◆ **Dataset records**
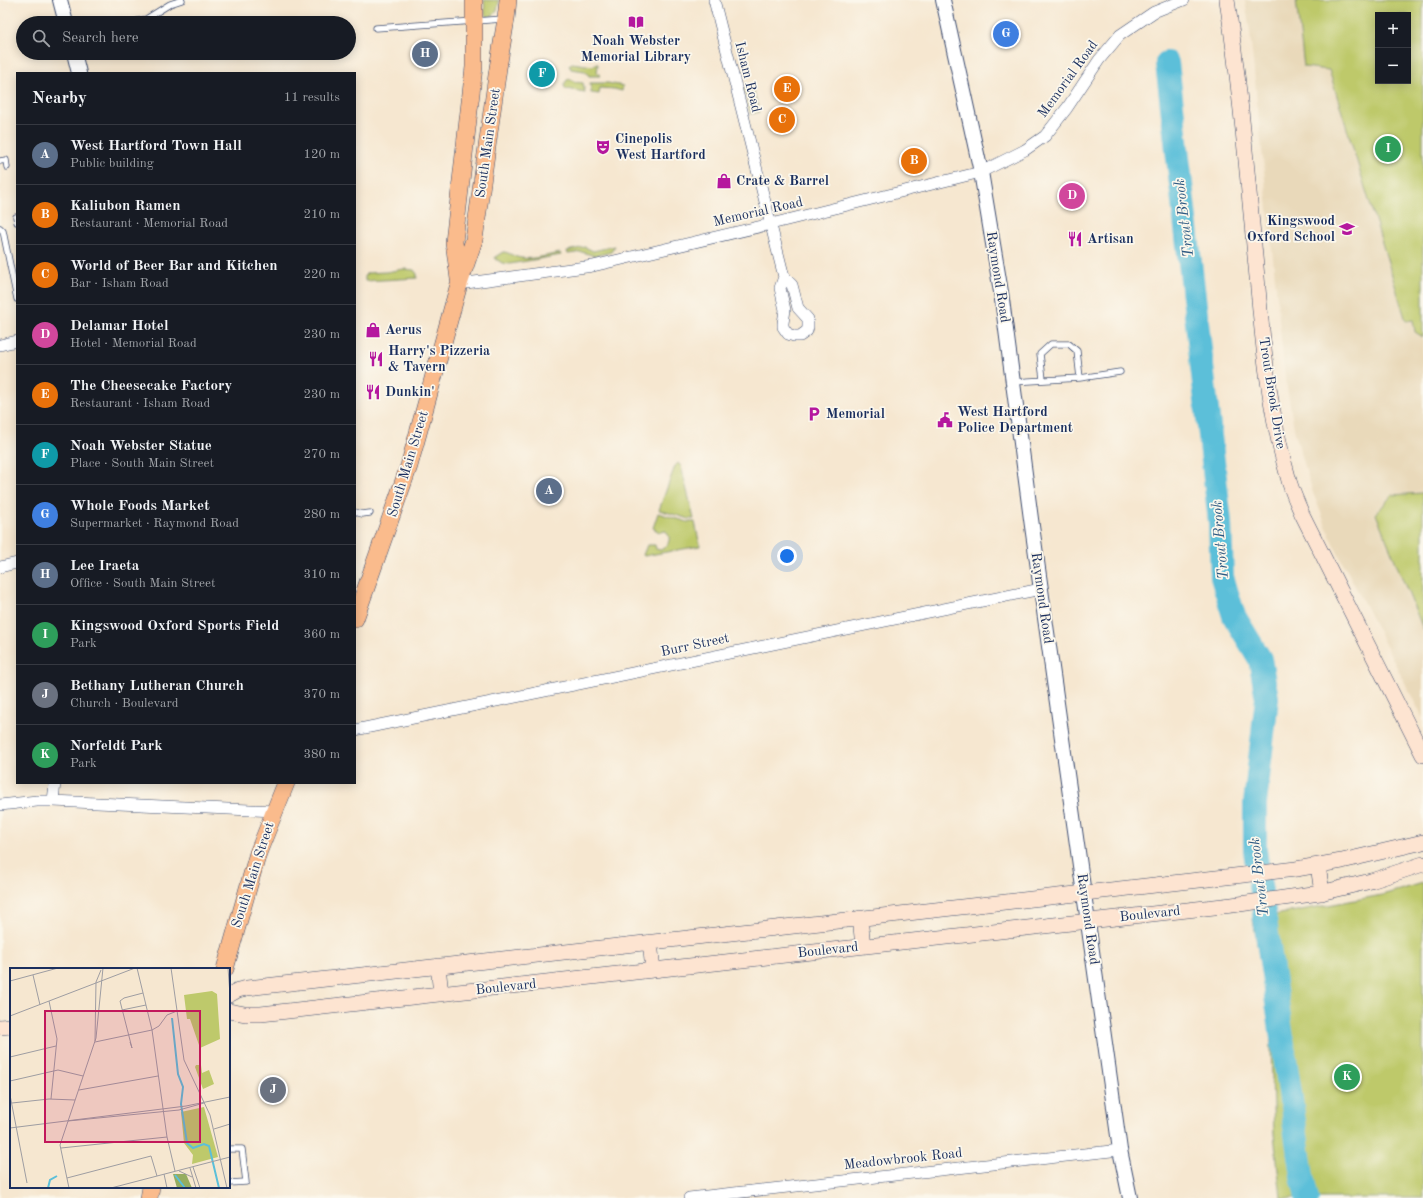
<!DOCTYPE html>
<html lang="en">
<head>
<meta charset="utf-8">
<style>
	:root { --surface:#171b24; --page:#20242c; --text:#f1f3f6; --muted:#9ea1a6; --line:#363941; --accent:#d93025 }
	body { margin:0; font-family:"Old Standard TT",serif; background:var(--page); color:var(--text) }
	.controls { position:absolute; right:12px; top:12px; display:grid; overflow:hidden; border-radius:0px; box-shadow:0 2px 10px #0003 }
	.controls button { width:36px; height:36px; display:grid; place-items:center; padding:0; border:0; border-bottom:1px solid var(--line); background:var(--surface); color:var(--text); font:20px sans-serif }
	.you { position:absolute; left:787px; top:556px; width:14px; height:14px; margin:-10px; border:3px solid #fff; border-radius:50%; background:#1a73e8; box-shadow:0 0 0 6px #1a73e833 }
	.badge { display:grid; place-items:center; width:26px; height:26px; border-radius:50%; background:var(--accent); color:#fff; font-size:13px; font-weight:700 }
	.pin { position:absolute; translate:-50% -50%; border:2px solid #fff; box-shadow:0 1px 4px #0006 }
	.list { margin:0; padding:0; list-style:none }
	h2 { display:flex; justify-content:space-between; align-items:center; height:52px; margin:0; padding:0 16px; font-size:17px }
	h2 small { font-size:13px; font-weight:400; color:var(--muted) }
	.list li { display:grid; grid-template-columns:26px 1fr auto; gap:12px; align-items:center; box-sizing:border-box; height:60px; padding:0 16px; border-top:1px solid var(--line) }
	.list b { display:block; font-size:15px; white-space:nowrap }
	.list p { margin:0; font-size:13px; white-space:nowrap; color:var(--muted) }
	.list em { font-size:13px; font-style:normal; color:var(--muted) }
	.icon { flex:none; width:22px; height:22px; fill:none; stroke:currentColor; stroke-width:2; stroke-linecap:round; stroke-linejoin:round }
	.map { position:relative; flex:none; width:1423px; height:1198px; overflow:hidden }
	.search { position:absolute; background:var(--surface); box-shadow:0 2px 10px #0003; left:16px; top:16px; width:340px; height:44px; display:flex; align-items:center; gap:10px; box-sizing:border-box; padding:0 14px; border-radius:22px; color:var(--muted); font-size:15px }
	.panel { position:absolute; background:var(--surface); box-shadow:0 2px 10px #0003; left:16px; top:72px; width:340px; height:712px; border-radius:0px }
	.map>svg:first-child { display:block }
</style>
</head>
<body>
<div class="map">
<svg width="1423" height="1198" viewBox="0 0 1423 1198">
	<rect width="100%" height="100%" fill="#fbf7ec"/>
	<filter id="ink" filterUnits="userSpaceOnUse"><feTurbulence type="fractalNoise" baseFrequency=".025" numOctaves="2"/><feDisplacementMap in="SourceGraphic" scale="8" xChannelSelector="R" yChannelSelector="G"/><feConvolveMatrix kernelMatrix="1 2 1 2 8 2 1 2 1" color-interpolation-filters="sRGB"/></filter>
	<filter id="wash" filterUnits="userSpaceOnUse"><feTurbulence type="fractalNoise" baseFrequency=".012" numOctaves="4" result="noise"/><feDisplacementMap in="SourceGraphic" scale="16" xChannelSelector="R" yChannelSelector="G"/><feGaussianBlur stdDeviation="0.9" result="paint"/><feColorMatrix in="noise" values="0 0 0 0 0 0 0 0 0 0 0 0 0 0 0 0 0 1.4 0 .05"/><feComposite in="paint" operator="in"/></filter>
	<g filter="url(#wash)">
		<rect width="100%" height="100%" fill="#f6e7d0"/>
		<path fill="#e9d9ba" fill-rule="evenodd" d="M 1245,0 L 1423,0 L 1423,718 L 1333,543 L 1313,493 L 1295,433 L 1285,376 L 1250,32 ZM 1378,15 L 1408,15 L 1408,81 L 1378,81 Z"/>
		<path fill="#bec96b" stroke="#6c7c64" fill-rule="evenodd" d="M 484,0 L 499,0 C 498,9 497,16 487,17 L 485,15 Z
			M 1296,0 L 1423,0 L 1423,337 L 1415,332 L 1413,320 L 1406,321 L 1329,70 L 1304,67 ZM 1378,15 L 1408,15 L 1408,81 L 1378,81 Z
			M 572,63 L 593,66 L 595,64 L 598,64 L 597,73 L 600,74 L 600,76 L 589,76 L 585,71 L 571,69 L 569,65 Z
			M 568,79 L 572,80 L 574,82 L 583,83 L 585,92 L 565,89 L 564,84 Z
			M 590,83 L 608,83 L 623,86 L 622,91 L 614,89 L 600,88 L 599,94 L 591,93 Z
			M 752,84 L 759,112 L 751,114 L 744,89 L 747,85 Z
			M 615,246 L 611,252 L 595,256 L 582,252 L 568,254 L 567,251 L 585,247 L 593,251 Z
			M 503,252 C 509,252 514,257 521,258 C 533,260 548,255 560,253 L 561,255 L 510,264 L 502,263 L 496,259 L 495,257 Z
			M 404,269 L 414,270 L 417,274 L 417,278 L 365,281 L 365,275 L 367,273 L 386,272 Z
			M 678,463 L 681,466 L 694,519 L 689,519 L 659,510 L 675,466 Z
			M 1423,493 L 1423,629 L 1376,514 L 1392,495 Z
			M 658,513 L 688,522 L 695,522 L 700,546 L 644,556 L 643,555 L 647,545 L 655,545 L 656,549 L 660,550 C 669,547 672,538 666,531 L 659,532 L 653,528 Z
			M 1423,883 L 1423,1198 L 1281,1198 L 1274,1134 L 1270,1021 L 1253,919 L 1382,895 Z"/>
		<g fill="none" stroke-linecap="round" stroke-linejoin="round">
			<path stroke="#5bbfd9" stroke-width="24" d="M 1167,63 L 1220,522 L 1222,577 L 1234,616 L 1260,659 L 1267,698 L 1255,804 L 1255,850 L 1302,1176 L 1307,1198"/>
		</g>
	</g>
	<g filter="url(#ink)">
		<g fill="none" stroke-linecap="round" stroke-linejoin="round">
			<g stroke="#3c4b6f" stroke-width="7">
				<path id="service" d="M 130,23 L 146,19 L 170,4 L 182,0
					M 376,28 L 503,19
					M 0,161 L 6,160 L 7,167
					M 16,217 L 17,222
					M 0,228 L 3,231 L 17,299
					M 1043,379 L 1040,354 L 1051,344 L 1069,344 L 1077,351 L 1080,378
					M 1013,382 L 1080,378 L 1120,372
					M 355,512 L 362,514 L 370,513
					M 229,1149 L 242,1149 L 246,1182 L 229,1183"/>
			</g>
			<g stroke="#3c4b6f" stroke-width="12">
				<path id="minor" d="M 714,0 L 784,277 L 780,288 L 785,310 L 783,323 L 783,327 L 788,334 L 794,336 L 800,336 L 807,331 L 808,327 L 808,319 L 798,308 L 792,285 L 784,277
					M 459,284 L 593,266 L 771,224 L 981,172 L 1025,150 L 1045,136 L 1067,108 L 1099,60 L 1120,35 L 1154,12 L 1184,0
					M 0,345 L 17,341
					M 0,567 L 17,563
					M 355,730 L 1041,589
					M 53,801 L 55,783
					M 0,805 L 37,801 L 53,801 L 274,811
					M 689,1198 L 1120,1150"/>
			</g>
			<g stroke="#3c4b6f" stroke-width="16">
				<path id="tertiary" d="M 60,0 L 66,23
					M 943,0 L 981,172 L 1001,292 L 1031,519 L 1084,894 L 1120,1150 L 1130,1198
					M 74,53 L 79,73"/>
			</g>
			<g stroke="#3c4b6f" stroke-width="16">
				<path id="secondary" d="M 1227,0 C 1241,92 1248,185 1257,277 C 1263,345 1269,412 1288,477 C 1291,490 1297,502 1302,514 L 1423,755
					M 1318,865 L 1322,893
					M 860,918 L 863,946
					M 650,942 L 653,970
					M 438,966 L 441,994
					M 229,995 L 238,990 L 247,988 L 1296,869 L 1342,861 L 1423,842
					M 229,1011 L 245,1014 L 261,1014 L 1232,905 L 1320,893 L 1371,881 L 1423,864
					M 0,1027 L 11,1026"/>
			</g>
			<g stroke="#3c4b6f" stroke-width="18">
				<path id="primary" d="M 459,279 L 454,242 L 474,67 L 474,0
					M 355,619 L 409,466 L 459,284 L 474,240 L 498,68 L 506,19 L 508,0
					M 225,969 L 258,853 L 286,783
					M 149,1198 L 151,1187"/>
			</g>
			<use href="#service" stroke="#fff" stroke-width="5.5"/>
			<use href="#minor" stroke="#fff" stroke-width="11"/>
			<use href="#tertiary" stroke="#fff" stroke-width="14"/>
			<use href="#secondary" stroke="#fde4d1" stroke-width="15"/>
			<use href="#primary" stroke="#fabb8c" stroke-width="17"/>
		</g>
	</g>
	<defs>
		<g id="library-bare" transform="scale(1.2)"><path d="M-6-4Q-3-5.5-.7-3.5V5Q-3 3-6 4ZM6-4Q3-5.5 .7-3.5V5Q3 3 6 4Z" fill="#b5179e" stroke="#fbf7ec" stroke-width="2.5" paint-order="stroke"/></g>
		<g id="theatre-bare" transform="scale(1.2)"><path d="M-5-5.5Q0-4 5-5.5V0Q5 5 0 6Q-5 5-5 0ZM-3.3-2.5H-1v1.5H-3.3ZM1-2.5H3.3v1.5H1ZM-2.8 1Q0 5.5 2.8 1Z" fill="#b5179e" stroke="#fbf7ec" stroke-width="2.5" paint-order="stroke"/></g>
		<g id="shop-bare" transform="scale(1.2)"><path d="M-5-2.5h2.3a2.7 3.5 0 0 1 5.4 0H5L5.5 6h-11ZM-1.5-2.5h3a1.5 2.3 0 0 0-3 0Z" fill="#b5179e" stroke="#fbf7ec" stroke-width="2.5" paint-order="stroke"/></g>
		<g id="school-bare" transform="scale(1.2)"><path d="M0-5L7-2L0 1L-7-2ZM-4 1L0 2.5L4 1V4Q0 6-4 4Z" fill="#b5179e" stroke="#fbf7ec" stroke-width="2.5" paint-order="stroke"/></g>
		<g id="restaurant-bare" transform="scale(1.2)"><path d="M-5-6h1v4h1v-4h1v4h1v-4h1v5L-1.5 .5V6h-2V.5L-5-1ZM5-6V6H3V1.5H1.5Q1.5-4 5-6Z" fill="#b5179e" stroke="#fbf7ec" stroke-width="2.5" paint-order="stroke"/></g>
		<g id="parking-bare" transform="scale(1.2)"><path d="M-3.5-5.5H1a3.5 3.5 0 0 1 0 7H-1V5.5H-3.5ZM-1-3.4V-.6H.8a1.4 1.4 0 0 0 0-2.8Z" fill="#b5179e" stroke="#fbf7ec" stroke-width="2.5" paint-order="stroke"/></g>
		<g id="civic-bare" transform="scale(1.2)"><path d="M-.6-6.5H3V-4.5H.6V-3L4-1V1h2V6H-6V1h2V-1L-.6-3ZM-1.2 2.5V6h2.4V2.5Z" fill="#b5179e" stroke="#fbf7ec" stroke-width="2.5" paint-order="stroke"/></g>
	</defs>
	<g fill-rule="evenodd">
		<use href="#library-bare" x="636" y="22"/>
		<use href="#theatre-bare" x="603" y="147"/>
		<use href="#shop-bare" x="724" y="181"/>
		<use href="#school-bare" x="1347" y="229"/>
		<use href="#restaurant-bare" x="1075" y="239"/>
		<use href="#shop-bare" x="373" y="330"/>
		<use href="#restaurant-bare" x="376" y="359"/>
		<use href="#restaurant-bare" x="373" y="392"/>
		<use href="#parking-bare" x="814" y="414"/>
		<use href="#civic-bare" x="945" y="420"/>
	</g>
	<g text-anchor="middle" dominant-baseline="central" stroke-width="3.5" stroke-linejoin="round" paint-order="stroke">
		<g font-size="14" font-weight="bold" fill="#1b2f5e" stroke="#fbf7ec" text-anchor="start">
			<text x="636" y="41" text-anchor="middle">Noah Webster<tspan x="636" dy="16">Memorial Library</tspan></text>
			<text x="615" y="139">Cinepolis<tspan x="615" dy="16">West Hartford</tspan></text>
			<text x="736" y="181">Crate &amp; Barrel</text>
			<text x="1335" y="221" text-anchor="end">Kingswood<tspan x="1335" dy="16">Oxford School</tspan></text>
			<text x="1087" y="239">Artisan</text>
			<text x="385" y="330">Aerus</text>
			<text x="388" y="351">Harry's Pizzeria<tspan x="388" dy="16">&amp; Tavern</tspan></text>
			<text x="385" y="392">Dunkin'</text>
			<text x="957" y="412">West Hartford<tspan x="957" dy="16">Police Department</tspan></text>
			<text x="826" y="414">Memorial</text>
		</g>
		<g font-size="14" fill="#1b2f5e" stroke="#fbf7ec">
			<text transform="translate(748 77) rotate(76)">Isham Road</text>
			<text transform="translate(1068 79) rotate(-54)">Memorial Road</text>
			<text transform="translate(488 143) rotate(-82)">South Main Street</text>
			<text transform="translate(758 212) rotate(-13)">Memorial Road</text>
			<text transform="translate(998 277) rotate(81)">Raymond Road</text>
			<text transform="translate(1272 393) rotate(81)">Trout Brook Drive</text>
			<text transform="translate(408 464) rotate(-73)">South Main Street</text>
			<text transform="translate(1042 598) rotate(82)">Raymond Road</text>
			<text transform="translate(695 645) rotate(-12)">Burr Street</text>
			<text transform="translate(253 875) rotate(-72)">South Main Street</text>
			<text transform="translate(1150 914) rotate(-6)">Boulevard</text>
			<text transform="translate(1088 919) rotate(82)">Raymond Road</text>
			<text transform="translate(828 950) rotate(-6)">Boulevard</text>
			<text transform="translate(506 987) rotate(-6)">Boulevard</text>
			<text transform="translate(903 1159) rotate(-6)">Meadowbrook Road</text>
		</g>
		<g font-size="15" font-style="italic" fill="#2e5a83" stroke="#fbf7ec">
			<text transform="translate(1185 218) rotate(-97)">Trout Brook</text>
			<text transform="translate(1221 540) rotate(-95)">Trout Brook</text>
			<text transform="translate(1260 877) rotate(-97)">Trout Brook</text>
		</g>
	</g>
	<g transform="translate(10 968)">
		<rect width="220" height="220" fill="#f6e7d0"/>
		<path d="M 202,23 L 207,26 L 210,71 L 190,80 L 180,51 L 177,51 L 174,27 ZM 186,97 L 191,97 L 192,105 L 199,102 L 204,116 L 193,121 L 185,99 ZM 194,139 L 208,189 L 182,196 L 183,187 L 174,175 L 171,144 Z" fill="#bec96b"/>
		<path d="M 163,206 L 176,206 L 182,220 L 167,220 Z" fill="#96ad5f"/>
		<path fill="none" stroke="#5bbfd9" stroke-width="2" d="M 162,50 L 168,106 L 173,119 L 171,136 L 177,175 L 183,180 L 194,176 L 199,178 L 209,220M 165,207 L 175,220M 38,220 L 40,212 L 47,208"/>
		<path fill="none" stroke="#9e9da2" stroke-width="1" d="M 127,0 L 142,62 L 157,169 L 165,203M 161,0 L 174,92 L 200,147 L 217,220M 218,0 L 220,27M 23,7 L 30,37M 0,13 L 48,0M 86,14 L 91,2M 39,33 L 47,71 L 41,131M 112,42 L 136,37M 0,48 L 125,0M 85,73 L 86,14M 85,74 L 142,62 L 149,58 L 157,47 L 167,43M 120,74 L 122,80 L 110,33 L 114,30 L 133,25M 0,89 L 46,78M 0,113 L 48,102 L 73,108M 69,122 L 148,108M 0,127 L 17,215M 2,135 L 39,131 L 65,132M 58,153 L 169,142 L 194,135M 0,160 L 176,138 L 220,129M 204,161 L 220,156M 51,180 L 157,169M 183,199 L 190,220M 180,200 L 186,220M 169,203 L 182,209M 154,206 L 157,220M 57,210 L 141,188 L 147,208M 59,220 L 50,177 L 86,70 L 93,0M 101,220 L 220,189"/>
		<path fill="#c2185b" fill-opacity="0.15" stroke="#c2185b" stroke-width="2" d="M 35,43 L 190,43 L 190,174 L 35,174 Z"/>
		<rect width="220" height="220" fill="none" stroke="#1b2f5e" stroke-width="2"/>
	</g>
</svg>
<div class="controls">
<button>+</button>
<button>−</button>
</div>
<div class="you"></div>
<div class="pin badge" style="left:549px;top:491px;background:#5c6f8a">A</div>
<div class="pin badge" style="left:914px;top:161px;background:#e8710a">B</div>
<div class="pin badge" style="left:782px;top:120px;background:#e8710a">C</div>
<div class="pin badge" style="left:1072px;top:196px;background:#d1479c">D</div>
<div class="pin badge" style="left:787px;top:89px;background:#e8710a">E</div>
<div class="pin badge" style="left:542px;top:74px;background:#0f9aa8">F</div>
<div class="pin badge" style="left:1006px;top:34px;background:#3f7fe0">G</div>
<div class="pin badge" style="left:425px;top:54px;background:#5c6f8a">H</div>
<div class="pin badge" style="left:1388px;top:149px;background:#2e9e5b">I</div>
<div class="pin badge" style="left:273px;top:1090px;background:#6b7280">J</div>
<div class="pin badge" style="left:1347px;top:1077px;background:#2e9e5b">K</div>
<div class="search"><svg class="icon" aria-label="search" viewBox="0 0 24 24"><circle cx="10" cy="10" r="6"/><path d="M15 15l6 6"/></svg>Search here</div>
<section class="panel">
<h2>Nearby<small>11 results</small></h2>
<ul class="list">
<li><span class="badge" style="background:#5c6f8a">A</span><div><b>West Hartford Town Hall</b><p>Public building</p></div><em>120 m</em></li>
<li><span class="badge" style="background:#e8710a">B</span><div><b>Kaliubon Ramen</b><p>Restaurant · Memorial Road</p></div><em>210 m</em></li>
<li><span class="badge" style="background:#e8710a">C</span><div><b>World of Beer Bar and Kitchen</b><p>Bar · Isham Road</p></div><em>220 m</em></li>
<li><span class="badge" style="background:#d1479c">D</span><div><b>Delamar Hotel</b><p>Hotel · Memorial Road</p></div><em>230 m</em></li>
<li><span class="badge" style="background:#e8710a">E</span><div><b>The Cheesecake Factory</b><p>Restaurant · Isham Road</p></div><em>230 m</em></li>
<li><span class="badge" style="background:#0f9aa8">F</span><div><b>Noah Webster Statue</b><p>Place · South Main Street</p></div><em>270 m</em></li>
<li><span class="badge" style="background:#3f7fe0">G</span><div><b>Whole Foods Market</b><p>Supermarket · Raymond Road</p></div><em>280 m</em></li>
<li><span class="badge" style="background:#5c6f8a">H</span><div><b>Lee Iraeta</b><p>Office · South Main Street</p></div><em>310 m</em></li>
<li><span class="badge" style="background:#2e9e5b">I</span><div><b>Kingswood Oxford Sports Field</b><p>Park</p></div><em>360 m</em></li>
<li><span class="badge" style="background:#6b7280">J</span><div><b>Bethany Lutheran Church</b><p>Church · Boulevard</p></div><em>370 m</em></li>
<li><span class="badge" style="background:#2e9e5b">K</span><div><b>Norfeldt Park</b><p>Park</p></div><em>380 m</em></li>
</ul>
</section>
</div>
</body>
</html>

◆ **Assignment**
Your answer must be the line containing "Isham Road</p></div><em>220 m</em></li>" through the last line above, copied exactly, with nothing added.

◆ **Result**
<li><span class="badge" style="background:#e8710a">C</span><div><b>World of Beer Bar and Kitchen</b><p>Bar · Isham Road</p></div><em>220 m</em></li>
<li><span class="badge" style="background:#d1479c">D</span><div><b>Delamar Hotel</b><p>Hotel · Memorial Road</p></div><em>230 m</em></li>
<li><span class="badge" style="background:#e8710a">E</span><div><b>The Cheesecake Factory</b><p>Restaurant · Isham Road</p></div><em>230 m</em></li>
<li><span class="badge" style="background:#0f9aa8">F</span><div><b>Noah Webster Statue</b><p>Place · South Main Street</p></div><em>270 m</em></li>
<li><span class="badge" style="background:#3f7fe0">G</span><div><b>Whole Foods Market</b><p>Supermarket · Raymond Road</p></div><em>280 m</em></li>
<li><span class="badge" style="background:#5c6f8a">H</span><div><b>Lee Iraeta</b><p>Office · South Main Street</p></div><em>310 m</em></li>
<li><span class="badge" style="background:#2e9e5b">I</span><div><b>Kingswood Oxford Sports Field</b><p>Park</p></div><em>360 m</em></li>
<li><span class="badge" style="background:#6b7280">J</span><div><b>Bethany Lutheran Church</b><p>Church · Boulevard</p></div><em>370 m</em></li>
<li><span class="badge" style="background:#2e9e5b">K</span><div><b>Norfeldt Park</b><p>Park</p></div><em>380 m</em></li>
</ul>
</section>
</div>
</body>
</html>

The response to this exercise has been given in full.